• _WHAT THE TASK ASKS_:
From the first line to the last, copy the data exactly and drop the pictures.

DATASET EXCERPTS Start Marker

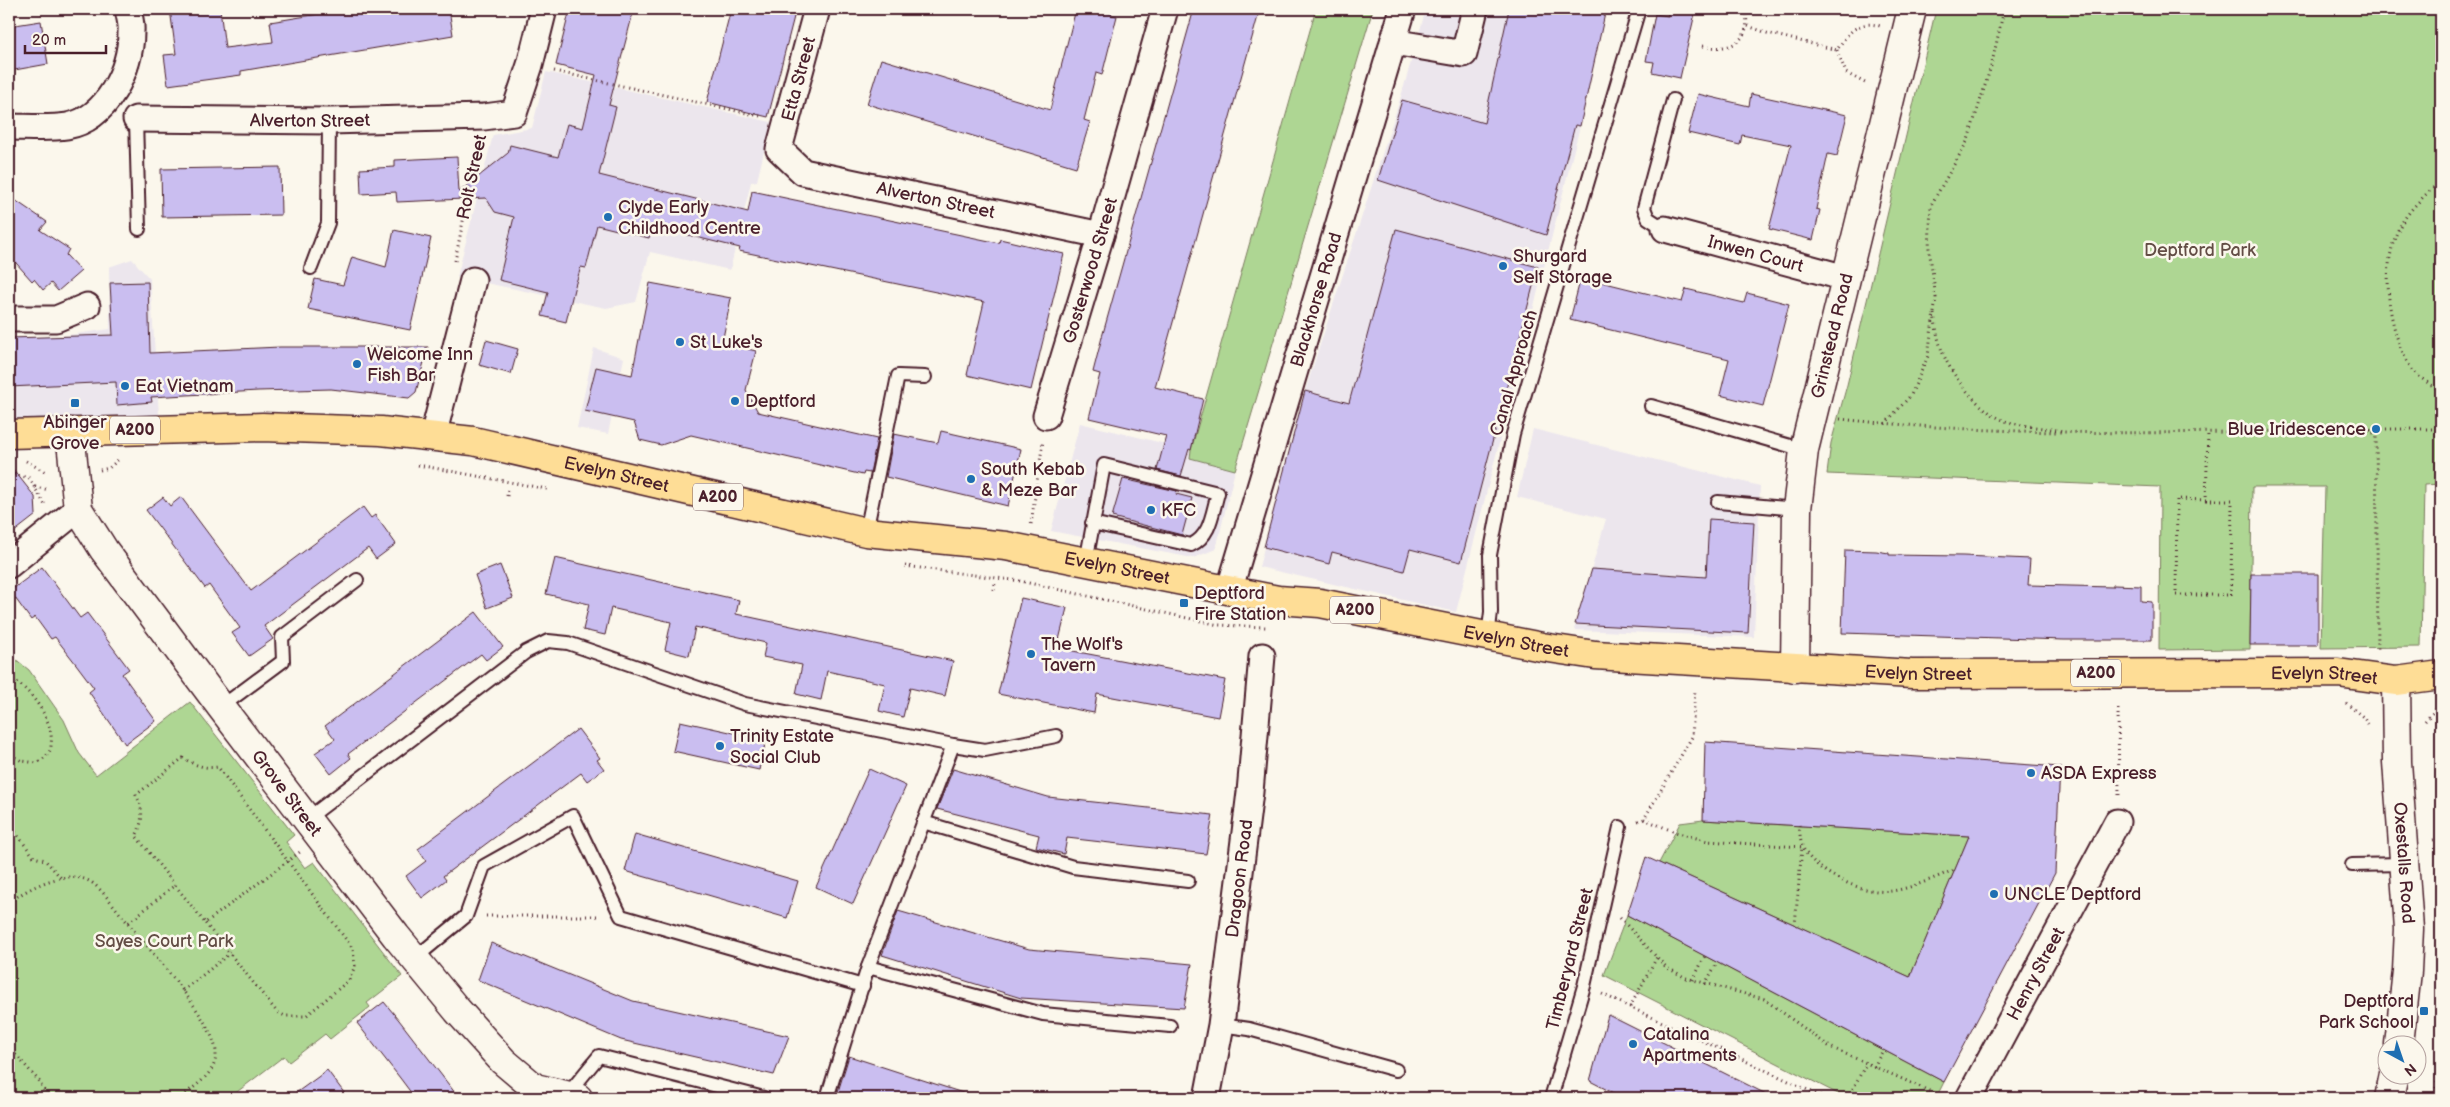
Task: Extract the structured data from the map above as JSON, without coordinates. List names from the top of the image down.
{
  "streets": {
    "main road": ["A200", "Evelyn Street"],
    "street": [
      "Etta Street",
      "Alverton Street",
      "Rolt Street",
      "Inwen Court",
      "Gosterwood Street",
      "Blackhorse Road",
      "Grinstead Road",
      "Grove Street",
      "Oxestalls Road",
      "Dragoon Road",
      "Henry Street"
    ],
    "lane": ["Canal Approach", "Timberyard Street"]
  },
  "crossings": [
    ["Etta Street", "Alverton Street"],
    ["Alverton Street", "Rolt Street"],
    ["Alverton Street", "Gosterwood Street"],
    ["Inwen Court", "Grinstead Road"],
    ["Blackhorse Road", "Evelyn Street"],
    ["Grinstead Road", "Evelyn Street"],
    ["Canal Approach", "Evelyn Street"],
    ["Evelyn Street", "Grove Street"],
    ["Evelyn Street", "Oxestalls Road"]
  ],
  "parks": ["Deptford Park", "Sayes Court Park"],
  "places": {
    "other": [
      "Clyde Early Childhood Centre",
      "Shurgard Self Storage",
      "St Luke's",
      "Welcome Inn Fish Bar",
      "Eat Vietnam",
      "Deptford",
      "Blue Iridescence",
      "South Kebab & Meze Bar",
      "KFC",
      "The Wolf's Tavern",
      "Trinity Estate Social Club",
      "ASDA Express",
      "UNCLE Deptford",
      "Catalina Apartments"
    ],
    "transit": ["Abinger Grove", "Deptford Fire Station", "Deptford Park School"]
  },
  "scale_bar": "20 m",
  "north": "bottom right"
}
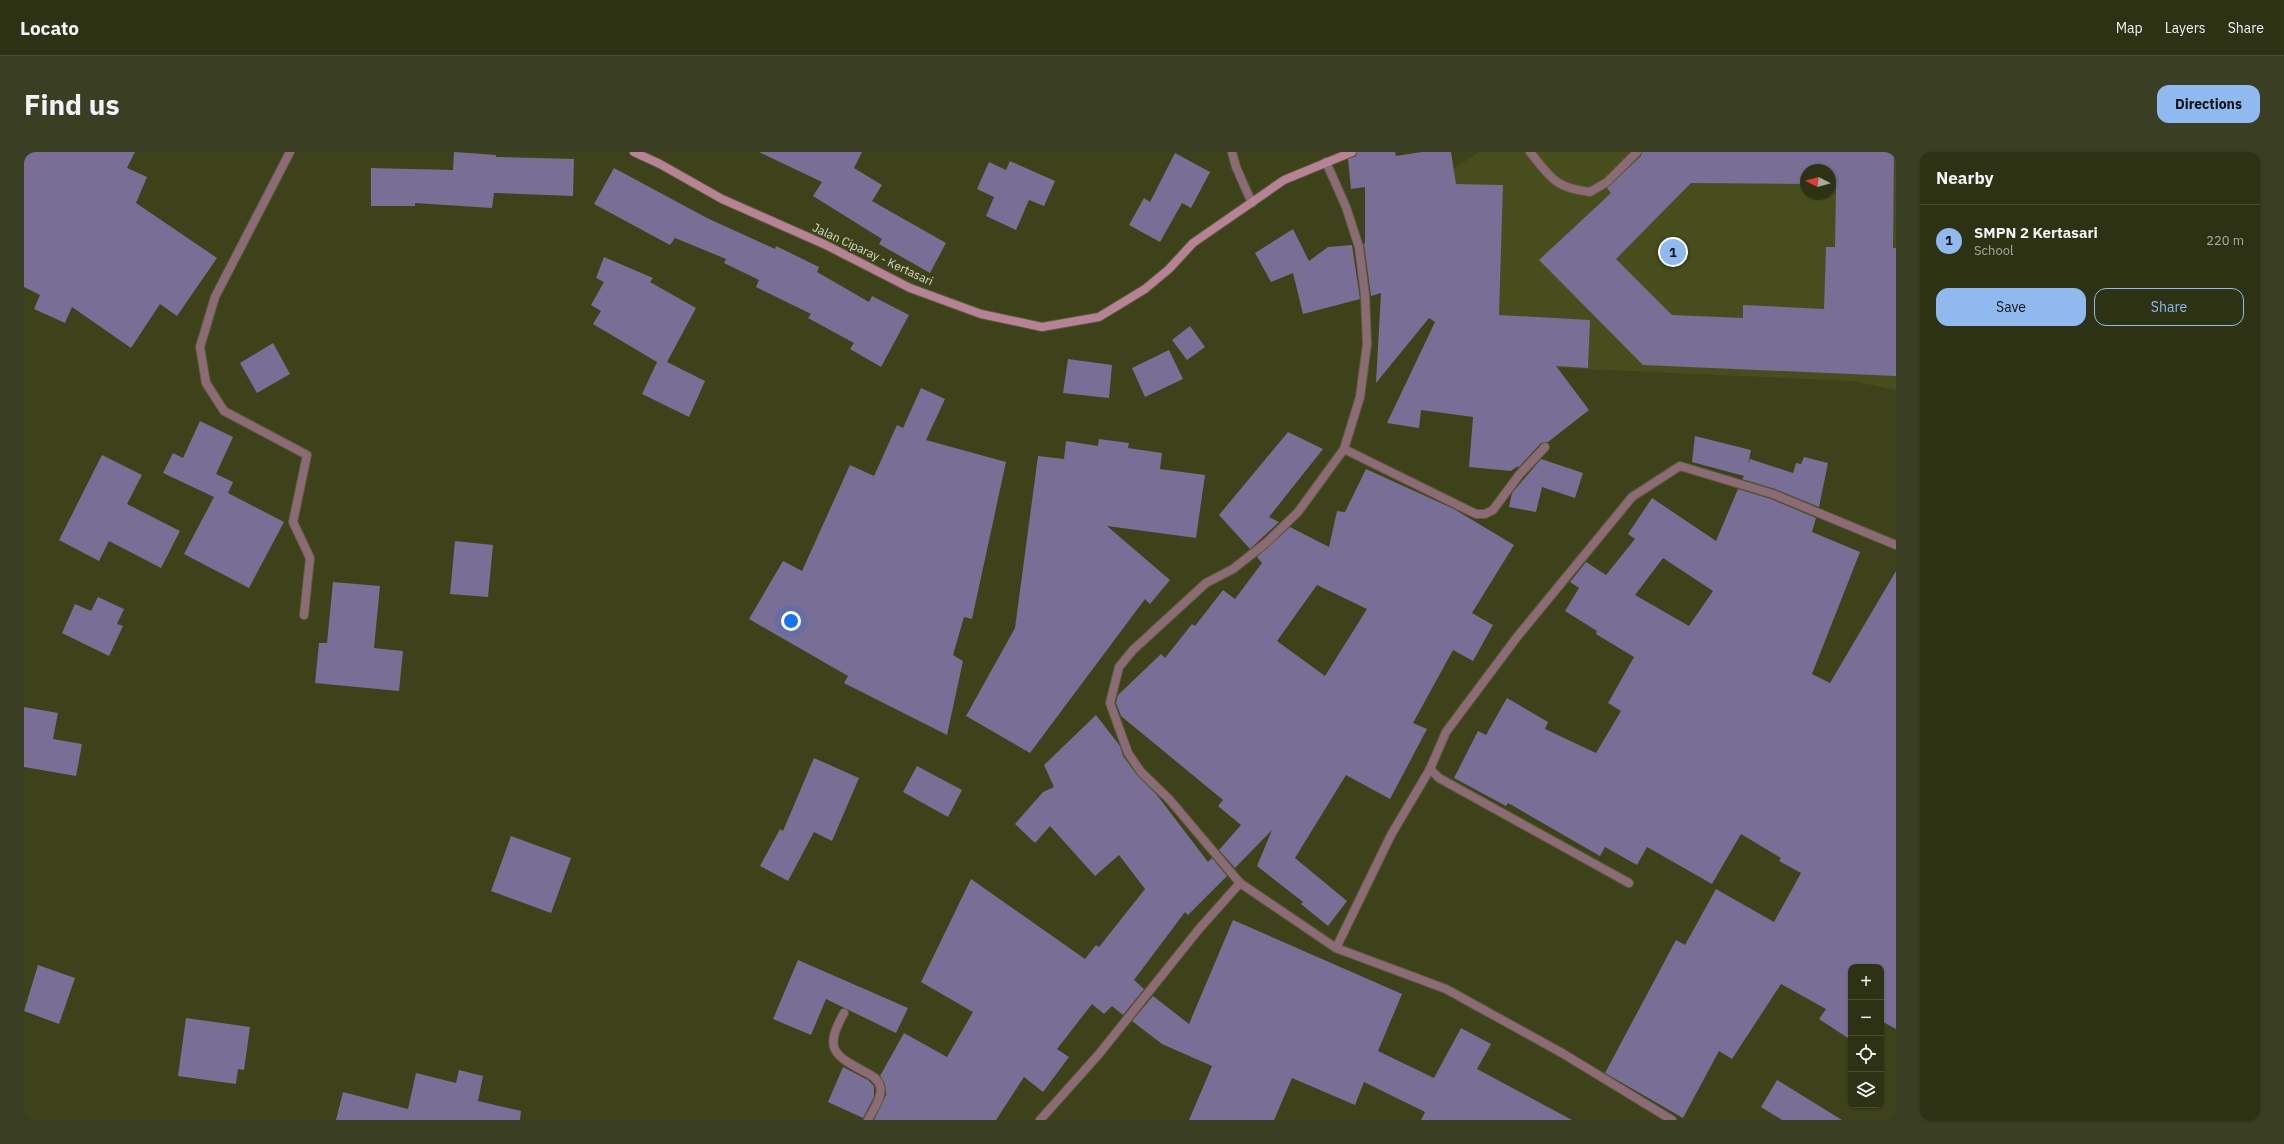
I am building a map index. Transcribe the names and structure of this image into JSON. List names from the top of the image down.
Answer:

DATASET EXCERPTS End Marker

• _RESPONSE_:
Task: Extract the structured data from the map above as JSON, without coordinates. List names from the top of the image down.
{
  "streets": {
    "main road": ["A200", "Evelyn Street"],
    "street": [
      "Etta Street",
      "Alverton Street",
      "Rolt Street",
      "Inwen Court",
      "Gosterwood Street",
      "Blackhorse Road",
      "Grinstead Road",
      "Grove Street",
      "Oxestalls Road",
      "Dragoon Road",
      "Henry Street"
    ],
    "lane": ["Canal Approach", "Timberyard Street"]
  },
  "crossings": [
    ["Etta Street", "Alverton Street"],
    ["Alverton Street", "Rolt Street"],
    ["Alverton Street", "Gosterwood Street"],
    ["Inwen Court", "Grinstead Road"],
    ["Blackhorse Road", "Evelyn Street"],
    ["Grinstead Road", "Evelyn Street"],
    ["Canal Approach", "Evelyn Street"],
    ["Evelyn Street", "Grove Street"],
    ["Evelyn Street", "Oxestalls Road"]
  ],
  "parks": ["Deptford Park", "Sayes Court Park"],
  "places": {
    "other": [
      "Clyde Early Childhood Centre",
      "Shurgard Self Storage",
      "St Luke's",
      "Welcome Inn Fish Bar",
      "Eat Vietnam",
      "Deptford",
      "Blue Iridescence",
      "South Kebab & Meze Bar",
      "KFC",
      "The Wolf's Tavern",
      "Trinity Estate Social Club",
      "ASDA Express",
      "UNCLE Deptford",
      "Catalina Apartments"
    ],
    "transit": ["Abinger Grove", "Deptford Fire Station", "Deptford Park School"]
  },
  "scale_bar": "20 m",
  "north": "bottom right"
}
I am building a map index. Transcribe the names and structure of this image into JSON. List names from the top of the image down.
Answer:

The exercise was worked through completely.